You might think it impractical or wasteful to replace sturdy, secure buildings with temporary tents but that’s because of your competitive, capitalist mindset, you fool. Buddhists, for example, rejoice in the temporary, momentary nature of things. If our new structures need to be constantly replaced, we can make them more and more aesthetically exciting or conceptually challenging each time. In Festival Britain, seldom will there be an architect out of a job.

Given that there will be ten to twenty festivals constantly going on, we will need a far greater influx of musicians, comedians and acrobats. The focus of schools and businesses will be on the arts. In Festival Utopia, accountants and lawyers will hang up their bowlers and calculators and pick up their drumsticks and semaphones. No longer will school teach algebra or business studies. No longer will we produce scientists or mathematicians: only clowns and cellists interest your new government. Apollo moves over for Dionysus. Where information management once reigned, opera and the magic show now reside.

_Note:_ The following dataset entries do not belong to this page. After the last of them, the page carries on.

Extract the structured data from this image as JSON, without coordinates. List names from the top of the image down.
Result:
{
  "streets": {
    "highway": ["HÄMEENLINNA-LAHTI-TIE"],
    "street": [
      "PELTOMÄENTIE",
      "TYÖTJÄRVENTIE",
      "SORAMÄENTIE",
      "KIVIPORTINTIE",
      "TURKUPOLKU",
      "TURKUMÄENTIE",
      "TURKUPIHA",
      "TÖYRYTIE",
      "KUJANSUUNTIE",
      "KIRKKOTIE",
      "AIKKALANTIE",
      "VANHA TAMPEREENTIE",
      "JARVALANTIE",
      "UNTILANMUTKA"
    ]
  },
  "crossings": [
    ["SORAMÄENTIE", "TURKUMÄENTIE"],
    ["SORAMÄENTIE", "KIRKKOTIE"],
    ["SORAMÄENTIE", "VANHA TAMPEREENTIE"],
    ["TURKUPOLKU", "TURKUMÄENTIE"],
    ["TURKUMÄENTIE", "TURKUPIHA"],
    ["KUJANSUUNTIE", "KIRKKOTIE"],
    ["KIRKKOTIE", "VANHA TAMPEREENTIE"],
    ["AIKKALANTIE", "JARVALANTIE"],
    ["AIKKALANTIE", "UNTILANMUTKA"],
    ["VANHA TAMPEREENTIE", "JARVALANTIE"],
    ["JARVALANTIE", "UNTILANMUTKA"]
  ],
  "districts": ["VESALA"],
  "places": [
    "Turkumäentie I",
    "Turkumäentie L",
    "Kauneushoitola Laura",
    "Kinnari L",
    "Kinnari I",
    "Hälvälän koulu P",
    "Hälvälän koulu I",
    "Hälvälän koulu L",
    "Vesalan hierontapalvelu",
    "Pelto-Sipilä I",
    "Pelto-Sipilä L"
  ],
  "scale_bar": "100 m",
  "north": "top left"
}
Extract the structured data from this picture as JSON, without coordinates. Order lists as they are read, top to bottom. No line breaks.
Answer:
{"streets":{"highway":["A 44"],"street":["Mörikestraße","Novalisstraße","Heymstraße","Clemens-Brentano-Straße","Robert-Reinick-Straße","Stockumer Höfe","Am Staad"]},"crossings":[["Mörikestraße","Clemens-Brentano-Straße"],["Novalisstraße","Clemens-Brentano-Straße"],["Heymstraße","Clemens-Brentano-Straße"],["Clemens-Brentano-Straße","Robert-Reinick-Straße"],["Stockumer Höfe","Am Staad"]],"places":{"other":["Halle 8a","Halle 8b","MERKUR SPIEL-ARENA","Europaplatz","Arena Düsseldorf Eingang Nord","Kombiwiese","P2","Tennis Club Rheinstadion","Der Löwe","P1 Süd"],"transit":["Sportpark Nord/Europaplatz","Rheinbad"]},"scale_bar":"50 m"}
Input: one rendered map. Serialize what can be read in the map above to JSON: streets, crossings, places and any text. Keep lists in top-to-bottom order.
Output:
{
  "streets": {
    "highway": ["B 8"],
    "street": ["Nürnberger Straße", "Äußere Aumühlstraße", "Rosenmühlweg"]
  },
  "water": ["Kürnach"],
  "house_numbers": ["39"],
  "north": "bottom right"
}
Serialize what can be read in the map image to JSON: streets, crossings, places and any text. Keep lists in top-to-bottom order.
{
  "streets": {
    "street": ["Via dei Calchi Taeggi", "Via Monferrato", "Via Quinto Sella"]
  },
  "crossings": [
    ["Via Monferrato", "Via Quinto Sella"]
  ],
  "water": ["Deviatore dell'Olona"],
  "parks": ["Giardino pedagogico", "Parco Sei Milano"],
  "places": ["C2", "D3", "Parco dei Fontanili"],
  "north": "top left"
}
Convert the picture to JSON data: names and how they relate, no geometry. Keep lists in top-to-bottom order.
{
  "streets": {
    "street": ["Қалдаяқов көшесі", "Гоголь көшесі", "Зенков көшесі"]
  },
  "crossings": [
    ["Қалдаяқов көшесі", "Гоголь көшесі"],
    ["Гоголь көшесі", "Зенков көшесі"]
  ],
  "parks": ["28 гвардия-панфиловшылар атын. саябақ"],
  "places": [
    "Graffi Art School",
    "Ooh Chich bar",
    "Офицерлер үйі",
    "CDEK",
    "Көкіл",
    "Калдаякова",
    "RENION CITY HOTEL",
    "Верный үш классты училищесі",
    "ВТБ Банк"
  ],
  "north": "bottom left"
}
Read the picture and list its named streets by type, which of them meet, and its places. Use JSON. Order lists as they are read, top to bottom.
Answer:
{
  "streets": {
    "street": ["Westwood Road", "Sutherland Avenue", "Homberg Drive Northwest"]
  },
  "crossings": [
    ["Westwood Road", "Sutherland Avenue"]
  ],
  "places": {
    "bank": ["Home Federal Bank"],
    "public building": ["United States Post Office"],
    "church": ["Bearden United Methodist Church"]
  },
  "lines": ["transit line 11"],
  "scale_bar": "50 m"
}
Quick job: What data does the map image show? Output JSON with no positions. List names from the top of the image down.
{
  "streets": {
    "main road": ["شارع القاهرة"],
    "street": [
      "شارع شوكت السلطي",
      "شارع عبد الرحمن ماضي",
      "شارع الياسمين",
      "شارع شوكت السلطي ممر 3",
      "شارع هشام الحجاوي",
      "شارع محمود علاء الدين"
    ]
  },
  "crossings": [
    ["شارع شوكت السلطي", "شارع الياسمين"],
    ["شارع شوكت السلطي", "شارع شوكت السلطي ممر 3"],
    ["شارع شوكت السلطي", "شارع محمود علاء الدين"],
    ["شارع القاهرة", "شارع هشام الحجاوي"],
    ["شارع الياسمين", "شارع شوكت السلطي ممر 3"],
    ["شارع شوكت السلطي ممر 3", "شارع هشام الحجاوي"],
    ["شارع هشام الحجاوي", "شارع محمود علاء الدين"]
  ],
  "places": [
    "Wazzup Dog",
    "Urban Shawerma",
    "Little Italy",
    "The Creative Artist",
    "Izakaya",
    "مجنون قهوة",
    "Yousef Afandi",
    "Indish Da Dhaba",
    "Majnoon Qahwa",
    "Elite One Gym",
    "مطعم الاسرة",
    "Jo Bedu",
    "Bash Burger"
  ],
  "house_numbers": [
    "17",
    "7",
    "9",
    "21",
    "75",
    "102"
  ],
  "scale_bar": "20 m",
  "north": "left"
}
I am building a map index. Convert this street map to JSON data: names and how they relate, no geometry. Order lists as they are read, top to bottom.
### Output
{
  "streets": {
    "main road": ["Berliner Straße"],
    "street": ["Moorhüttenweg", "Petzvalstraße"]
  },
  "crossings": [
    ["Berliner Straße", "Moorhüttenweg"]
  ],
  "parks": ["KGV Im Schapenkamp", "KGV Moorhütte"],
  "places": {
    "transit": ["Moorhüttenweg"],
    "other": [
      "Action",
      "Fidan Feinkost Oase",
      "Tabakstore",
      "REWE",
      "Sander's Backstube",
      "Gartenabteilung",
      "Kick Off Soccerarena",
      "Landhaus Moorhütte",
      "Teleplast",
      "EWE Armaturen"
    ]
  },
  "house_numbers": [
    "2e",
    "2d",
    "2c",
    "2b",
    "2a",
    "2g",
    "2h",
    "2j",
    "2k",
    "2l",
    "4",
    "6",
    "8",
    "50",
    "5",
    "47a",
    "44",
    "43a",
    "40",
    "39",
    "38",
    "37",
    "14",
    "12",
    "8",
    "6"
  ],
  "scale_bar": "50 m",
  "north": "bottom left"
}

The travel industry will be changed dramatically. Since acts will travel from festival to festival, there will be little need for individuals to move around so much. As less fuel is being consumed by cars and heavy industry (there is no heavy industry now – obviously), the high value of oil will plummet and war will be a thing of the past.

By replacing our cities with festivals, work would be abolished and a ludic emphasis would be put upon play. Humanity would, for the first time in history, be united, experimental and free. I bet girls would be more likely to get their tits out for the lads as well.